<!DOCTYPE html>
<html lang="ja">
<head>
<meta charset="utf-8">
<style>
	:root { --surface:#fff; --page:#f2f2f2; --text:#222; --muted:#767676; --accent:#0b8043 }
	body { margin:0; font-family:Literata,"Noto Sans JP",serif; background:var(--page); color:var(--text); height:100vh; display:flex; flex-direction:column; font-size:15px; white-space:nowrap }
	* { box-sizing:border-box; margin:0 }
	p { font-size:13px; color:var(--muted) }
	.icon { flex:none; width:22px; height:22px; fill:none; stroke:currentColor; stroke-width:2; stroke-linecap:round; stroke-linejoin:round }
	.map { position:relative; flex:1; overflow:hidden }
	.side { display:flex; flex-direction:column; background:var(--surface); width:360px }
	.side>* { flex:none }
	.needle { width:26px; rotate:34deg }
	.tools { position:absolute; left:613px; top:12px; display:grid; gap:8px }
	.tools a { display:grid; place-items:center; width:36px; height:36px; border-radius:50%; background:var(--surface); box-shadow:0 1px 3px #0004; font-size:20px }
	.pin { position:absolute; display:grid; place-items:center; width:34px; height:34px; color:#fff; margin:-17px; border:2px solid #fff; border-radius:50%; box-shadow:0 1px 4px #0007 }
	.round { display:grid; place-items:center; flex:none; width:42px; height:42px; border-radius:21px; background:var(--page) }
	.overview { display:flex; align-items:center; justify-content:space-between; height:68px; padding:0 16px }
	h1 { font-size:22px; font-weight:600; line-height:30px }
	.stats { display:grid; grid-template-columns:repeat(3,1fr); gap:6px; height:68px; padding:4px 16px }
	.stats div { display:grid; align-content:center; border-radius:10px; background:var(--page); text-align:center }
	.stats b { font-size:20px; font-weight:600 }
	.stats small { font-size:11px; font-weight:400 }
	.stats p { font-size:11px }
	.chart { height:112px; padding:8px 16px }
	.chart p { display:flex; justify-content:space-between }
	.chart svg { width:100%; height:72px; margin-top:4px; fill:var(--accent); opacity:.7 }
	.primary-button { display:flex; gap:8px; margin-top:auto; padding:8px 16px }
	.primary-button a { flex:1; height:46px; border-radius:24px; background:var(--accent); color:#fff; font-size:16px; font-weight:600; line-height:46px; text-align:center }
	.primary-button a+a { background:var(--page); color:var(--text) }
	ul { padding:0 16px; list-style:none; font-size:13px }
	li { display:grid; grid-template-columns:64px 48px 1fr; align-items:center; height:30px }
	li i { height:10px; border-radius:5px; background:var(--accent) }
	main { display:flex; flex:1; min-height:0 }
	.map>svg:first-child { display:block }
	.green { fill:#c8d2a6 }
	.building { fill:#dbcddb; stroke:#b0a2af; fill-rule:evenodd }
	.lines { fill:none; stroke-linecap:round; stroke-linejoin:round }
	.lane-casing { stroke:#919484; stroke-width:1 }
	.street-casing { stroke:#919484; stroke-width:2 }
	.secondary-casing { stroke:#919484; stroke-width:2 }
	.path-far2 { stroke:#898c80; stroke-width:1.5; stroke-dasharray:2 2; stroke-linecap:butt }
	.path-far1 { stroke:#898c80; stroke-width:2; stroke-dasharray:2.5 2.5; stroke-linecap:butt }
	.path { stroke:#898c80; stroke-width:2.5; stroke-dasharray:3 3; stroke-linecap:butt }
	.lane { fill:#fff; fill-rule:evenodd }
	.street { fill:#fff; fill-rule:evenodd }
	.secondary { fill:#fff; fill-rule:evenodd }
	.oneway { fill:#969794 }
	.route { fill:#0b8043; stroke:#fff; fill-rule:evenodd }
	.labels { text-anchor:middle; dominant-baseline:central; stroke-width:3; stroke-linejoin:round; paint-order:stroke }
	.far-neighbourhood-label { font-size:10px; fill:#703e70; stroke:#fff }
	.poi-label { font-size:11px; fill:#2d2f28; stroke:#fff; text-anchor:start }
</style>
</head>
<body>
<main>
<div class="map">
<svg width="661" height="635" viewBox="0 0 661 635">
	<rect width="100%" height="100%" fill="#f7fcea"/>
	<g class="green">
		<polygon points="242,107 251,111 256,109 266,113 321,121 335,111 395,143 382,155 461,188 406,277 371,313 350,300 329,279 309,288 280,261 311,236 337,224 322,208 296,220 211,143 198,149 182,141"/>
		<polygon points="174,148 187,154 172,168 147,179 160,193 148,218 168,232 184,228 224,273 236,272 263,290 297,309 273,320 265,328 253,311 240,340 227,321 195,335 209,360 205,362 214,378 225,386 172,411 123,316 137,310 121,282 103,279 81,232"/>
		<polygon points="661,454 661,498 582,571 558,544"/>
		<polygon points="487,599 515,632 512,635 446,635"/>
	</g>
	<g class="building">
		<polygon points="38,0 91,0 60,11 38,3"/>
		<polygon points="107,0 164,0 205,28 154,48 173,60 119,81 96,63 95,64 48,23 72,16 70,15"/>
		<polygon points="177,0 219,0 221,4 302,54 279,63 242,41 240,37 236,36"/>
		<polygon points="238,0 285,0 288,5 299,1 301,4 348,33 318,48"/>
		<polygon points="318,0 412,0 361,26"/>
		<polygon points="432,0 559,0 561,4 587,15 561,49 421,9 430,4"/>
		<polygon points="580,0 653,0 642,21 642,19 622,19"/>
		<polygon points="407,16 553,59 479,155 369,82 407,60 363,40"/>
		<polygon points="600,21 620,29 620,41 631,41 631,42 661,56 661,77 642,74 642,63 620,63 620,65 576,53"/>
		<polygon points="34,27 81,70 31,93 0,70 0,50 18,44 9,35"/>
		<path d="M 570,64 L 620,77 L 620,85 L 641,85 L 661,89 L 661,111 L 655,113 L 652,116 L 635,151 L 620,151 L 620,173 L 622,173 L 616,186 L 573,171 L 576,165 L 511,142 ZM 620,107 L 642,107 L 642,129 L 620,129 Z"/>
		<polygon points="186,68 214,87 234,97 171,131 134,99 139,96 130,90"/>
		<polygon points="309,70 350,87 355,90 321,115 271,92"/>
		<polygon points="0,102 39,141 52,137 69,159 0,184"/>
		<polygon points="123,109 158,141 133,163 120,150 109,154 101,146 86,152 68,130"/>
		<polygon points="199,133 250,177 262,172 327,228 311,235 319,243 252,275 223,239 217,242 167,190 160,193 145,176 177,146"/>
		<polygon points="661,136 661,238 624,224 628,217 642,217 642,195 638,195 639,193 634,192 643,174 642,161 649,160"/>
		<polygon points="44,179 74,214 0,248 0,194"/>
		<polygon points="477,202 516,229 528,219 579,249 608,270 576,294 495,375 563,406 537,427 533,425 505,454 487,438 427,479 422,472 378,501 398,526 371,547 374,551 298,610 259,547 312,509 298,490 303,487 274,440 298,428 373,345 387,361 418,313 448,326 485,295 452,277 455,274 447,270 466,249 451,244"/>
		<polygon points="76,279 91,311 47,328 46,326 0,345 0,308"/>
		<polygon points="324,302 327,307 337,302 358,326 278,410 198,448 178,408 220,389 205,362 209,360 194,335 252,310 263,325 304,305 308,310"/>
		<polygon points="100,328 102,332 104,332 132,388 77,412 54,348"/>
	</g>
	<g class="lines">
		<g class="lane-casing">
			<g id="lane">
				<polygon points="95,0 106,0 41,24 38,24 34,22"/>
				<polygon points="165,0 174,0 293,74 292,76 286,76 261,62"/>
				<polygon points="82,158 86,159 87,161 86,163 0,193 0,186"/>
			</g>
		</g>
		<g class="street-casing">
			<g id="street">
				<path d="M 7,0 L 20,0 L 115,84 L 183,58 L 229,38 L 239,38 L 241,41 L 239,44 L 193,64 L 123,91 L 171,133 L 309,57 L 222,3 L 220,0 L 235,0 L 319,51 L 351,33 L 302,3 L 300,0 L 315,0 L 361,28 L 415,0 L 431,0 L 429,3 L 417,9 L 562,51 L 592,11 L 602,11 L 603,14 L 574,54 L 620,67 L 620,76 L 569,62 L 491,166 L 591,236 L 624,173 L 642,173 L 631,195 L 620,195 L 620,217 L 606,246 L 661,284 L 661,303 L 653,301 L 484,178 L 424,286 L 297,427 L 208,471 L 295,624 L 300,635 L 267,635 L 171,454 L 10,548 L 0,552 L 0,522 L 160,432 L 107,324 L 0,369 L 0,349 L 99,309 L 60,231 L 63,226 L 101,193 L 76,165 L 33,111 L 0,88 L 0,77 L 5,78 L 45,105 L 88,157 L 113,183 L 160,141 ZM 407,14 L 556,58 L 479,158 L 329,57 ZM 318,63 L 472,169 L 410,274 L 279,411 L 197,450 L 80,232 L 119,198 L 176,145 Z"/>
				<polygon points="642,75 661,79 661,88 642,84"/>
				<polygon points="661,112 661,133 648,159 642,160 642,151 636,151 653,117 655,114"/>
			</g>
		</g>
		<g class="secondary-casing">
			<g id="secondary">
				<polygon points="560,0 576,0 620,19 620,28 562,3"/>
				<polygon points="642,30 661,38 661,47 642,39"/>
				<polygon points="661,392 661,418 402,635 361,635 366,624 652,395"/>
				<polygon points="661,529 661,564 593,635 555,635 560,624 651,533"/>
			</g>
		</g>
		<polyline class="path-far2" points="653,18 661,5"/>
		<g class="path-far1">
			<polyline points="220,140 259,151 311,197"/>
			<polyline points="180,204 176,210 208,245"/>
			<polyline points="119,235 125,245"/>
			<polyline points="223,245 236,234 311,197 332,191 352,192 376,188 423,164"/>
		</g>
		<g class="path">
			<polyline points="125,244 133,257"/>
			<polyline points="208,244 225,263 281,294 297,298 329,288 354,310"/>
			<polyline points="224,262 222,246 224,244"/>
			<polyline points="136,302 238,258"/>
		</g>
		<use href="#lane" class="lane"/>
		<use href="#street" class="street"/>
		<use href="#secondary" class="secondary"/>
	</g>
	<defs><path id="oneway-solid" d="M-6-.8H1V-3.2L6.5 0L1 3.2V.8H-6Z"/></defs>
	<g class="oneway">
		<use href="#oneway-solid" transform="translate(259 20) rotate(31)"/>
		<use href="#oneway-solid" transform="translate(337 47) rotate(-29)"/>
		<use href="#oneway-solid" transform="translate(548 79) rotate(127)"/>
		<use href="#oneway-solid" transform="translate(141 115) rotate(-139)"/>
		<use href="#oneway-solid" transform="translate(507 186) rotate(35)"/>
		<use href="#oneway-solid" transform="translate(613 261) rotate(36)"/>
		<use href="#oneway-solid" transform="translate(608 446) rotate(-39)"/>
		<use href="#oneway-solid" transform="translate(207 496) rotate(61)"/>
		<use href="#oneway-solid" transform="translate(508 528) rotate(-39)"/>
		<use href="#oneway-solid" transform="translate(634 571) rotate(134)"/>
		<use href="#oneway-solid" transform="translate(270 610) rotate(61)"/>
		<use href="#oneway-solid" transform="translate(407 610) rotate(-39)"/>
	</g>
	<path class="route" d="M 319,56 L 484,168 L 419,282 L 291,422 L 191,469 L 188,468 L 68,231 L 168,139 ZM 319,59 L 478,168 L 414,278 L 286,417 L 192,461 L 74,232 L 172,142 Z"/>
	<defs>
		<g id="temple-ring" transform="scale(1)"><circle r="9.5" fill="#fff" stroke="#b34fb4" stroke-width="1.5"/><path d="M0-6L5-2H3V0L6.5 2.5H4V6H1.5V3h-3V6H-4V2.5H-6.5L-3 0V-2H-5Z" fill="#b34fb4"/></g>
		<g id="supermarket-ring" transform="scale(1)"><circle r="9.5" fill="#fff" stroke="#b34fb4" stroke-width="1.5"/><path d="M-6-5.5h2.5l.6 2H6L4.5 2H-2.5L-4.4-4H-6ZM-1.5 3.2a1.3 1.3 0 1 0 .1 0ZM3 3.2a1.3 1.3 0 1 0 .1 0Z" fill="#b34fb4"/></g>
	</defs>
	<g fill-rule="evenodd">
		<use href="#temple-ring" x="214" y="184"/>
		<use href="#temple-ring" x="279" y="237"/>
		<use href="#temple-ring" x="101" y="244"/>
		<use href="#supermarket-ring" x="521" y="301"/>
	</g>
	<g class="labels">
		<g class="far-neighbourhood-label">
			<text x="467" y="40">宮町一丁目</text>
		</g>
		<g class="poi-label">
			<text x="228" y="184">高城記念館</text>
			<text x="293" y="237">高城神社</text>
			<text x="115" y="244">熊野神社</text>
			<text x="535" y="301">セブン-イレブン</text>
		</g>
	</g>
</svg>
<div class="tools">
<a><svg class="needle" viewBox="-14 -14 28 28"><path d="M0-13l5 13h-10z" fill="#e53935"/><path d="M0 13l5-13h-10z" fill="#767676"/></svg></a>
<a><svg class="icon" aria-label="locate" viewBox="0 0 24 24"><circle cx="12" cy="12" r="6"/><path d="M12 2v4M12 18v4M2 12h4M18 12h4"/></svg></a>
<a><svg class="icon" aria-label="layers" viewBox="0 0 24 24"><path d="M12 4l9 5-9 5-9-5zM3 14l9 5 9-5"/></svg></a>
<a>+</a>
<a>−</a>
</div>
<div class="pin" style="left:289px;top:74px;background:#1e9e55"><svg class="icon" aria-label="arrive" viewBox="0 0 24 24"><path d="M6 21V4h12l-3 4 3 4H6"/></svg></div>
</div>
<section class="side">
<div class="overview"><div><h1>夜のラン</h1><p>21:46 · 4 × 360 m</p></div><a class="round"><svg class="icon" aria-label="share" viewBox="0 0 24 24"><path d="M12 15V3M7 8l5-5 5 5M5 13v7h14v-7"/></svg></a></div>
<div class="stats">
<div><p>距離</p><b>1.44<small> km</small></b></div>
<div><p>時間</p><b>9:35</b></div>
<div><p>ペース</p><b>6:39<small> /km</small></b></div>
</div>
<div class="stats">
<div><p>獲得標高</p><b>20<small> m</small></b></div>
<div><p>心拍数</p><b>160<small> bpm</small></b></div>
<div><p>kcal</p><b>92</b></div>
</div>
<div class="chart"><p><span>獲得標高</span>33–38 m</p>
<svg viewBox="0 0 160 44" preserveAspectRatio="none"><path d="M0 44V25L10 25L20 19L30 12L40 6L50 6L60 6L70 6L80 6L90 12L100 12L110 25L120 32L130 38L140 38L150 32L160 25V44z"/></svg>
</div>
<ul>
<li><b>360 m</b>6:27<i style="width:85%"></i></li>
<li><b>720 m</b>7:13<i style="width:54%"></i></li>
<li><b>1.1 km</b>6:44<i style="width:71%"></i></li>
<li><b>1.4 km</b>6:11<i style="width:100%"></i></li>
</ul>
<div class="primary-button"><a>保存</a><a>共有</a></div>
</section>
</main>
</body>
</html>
----------
Exactly as written, repeat each line from the beginning of the data above to the line containing "background:var(--page); color:var(--text); height:100vh;", inclusive.

<!DOCTYPE html>
<html lang="ja">
<head>
<meta charset="utf-8">
<style>
	:root { --surface:#fff; --page:#f2f2f2; --text:#222; --muted:#767676; --accent:#0b8043 }
	body { margin:0; font-family:Literata,"Noto Sans JP",serif; background:var(--page); color:var(--text); height:100vh; display:flex; flex-direction:column; font-size:15px; white-space:nowrap }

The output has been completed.